In fact, a fair amount of April was spent fretting about that, and I came up with an ingenious way of not fretting: I read all the other stories once, quickly, so as to pick up their good points, but I read mine a dozen times or more, obsessively, until all meaning and possible good qualities had leached from it entirely, and I was convinced I wouldn’t win. Correctly, as it turned out, though I’m happy to say I didn’t guess the winner, Claire-Louise Bennett’s ‘The Lady of the House‘, the best qualities of which absolutely don’t give themselves up to skim reading online. It’s very good, on rereading, and will I think be even better when it’s read, in print, in the next issue of the journal.

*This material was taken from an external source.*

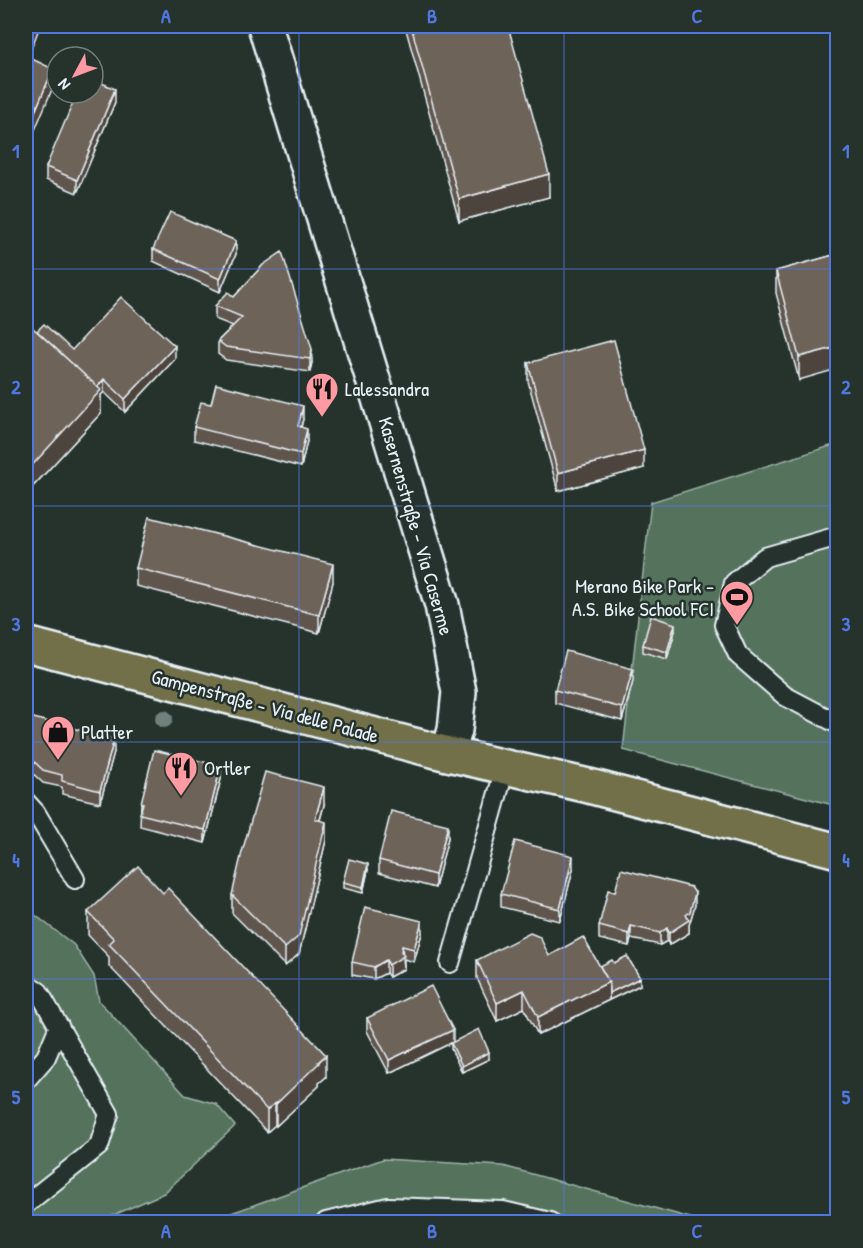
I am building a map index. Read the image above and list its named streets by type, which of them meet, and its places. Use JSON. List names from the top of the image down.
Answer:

That leaves Jay Griffiths and Edith Pearlman. Giffiths’ Kith, which I have only read some of, I found – as with many of the reviews that I’ve seen – disappointing. Where her previous book, Wild, seemed to vibrate with passion, this seems merely indignant, and the writing too quickly evaporates into abstractions. In Wild, Griffiths’ passion about her subject grew directly out of her first-hand experience of it – the places she had been, the things she had seen, lived and done – and the glorious baggage (the incisive and scintillating philosophical and literary reference and analysis) seemed to settle in effortlessly amongst it. Here, the first-hand experience – her memories her childhood – are too distant, too bound up in myth.
The Pearlman – her new and selected stories, Binocular Vision, I will reserve judgement on. It’s sitting by my bed, and I’m reading a story every now and then. The three that I’ve read (‘Fidelity’, ‘If Love Were All’ and ‘The Story’) have convinced me that she is a very strange writer indeed, and perhaps not best served by a collected stories like this one.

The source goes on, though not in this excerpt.